» What to produce: These entries must be printed again exactly as they are.

» Supplied material:
-----
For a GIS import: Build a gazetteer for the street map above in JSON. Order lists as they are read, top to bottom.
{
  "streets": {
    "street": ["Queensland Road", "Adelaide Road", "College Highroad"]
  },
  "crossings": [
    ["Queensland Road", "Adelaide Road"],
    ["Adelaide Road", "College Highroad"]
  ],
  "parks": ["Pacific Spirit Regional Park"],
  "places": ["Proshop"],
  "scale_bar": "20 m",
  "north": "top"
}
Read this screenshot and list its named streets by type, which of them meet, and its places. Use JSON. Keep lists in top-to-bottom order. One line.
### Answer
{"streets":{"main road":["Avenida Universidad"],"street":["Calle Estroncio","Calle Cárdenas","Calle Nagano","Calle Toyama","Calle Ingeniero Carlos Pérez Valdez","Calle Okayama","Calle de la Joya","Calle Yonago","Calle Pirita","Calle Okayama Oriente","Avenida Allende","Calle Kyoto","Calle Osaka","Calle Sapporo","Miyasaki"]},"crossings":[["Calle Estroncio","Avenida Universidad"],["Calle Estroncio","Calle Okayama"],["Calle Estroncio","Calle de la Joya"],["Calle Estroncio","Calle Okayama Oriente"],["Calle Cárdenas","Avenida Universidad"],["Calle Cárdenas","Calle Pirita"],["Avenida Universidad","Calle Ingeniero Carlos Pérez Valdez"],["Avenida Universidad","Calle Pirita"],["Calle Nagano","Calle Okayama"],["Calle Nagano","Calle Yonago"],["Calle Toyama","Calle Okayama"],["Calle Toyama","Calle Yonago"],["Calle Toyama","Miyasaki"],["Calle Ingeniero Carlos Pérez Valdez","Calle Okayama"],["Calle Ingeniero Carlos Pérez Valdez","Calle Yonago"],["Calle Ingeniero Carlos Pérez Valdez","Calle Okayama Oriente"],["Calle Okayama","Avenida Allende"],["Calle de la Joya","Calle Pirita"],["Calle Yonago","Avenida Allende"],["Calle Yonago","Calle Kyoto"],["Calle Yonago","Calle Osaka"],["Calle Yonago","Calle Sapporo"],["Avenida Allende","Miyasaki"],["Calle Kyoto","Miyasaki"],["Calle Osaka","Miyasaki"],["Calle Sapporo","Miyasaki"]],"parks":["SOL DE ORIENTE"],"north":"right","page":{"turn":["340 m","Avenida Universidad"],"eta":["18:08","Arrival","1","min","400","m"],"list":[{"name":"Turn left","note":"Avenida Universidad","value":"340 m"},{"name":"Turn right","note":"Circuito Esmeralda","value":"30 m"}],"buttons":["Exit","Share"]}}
-----
» Reply:
For a GIS import: Build a gazetteer for the street map above in JSON. Order lists as they are read, top to bottom.
{
  "streets": {
    "street": ["Queensland Road", "Adelaide Road", "College Highroad"]
  },
  "crossings": [
    ["Queensland Road", "Adelaide Road"],
    ["Adelaide Road", "College Highroad"]
  ],
  "parks": ["Pacific Spirit Regional Park"],
  "places": ["Proshop"],
  "scale_bar": "20 m",
  "north": "top"
}
Read this screenshot and list its named streets by type, which of them meet, and its places. Use JSON. Keep lists in top-to-bottom order. One line.
### Answer
{"streets":{"main road":["Avenida Universidad"],"street":["Calle Estroncio","Calle Cárdenas","Calle Nagano","Calle Toyama","Calle Ingeniero Carlos Pérez Valdez","Calle Okayama","Calle de la Joya","Calle Yonago","Calle Pirita","Calle Okayama Oriente","Avenida Allende","Calle Kyoto","Calle Osaka","Calle Sapporo","Miyasaki"]},"crossings":[["Calle Estroncio","Avenida Universidad"],["Calle Estroncio","Calle Okayama"],["Calle Estroncio","Calle de la Joya"],["Calle Estroncio","Calle Okayama Oriente"],["Calle Cárdenas","Avenida Universidad"],["Calle Cárdenas","Calle Pirita"],["Avenida Universidad","Calle Ingeniero Carlos Pérez Valdez"],["Avenida Universidad","Calle Pirita"],["Calle Nagano","Calle Okayama"],["Calle Nagano","Calle Yonago"],["Calle Toyama","Calle Okayama"],["Calle Toyama","Calle Yonago"],["Calle Toyama","Miyasaki"],["Calle Ingeniero Carlos Pérez Valdez","Calle Okayama"],["Calle Ingeniero Carlos Pérez Valdez","Calle Yonago"],["Calle Ingeniero Carlos Pérez Valdez","Calle Okayama Oriente"],["Calle Okayama","Avenida Allende"],["Calle de la Joya","Calle Pirita"],["Calle Yonago","Avenida Allende"],["Calle Yonago","Calle Kyoto"],["Calle Yonago","Calle Osaka"],["Calle Yonago","Calle Sapporo"],["Avenida Allende","Miyasaki"],["Calle Kyoto","Miyasaki"],["Calle Osaka","Miyasaki"],["Calle Sapporo","Miyasaki"]],"parks":["SOL DE ORIENTE"],"north":"right","page":{"turn":["340 m","Avenida Universidad"],"eta":["18:08","Arrival","1","min","400","m"],"list":[{"name":"Turn left","note":"Avenida Universidad","value":"340 m"},{"name":"Turn right","note":"Circuito Esmeralda","value":"30 m"}],"buttons":["Exit","Share"]}}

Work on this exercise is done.